In various business scenarios—such as corporate restructuring, financing arrangements, or simple third-party willingness to help—the question of transferring or sharing an existing debt arises. Japanese law provides a formal mechanism for this known as "Saimu Hikiuke" (債務引受 – Assumption of Obligation). This process allows a third party (the "assuming party" or hikiuke-nin 引受人) to take on an obligation owed by an original obligor to a creditor. The Japanese Civil Code, particularly after the 2017 reforms, clearly distinguishes between two main types of debt assumption, each with distinct methods of formation and significantly different consequences for the parties involved, especially concerning the original obligor's liability and existing security interests. These are the "Co-existent Assumption of Obligation" and the "Discharging Assumption of Obligation."
What is "Assumption of Obligation" (Saimu Hikiuke)?
At its core, Saimu Hikiuke is a legal act whereby a new party (the assuming party) undertakes to perform an obligation that was originally owed by another party (the original obligor) to a creditor. This makes the assuming party directly liable to the creditor for that obligation, either alongside or in place of the original obligor.

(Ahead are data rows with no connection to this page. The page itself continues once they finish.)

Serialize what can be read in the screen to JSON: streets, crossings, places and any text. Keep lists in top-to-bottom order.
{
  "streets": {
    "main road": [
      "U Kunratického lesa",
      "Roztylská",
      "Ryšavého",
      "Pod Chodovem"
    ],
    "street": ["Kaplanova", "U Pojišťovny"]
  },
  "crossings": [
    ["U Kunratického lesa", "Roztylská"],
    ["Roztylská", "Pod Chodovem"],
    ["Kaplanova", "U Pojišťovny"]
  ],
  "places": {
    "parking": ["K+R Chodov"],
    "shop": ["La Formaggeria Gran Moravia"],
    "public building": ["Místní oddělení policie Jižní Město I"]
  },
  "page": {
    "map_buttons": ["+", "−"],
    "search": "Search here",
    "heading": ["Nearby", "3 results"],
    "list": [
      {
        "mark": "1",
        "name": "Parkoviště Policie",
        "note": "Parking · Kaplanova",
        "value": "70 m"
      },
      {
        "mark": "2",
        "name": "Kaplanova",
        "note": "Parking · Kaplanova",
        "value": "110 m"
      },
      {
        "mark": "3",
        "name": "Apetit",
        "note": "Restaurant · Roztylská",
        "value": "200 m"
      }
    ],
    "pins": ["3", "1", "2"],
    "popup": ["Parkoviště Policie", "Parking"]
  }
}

It's important to distinguish this formal assumption of debt from a mere internal agreement by a third party to perform the debtor's obligation, known as "riko hikiuke" (履行引受 – assumption of performance). In a riko hikiuke, the third party promises the debtor (not the creditor) that they will make the payment or render the performance. This creates an obligation between the third party and the debtor, but it does not make the third party directly liable to the creditor, nor does it affect the original debtor's liability to the creditor. Saimu Hikiuke, on the other hand, directly alters the debtor-creditor relationship regarding the assumed obligation.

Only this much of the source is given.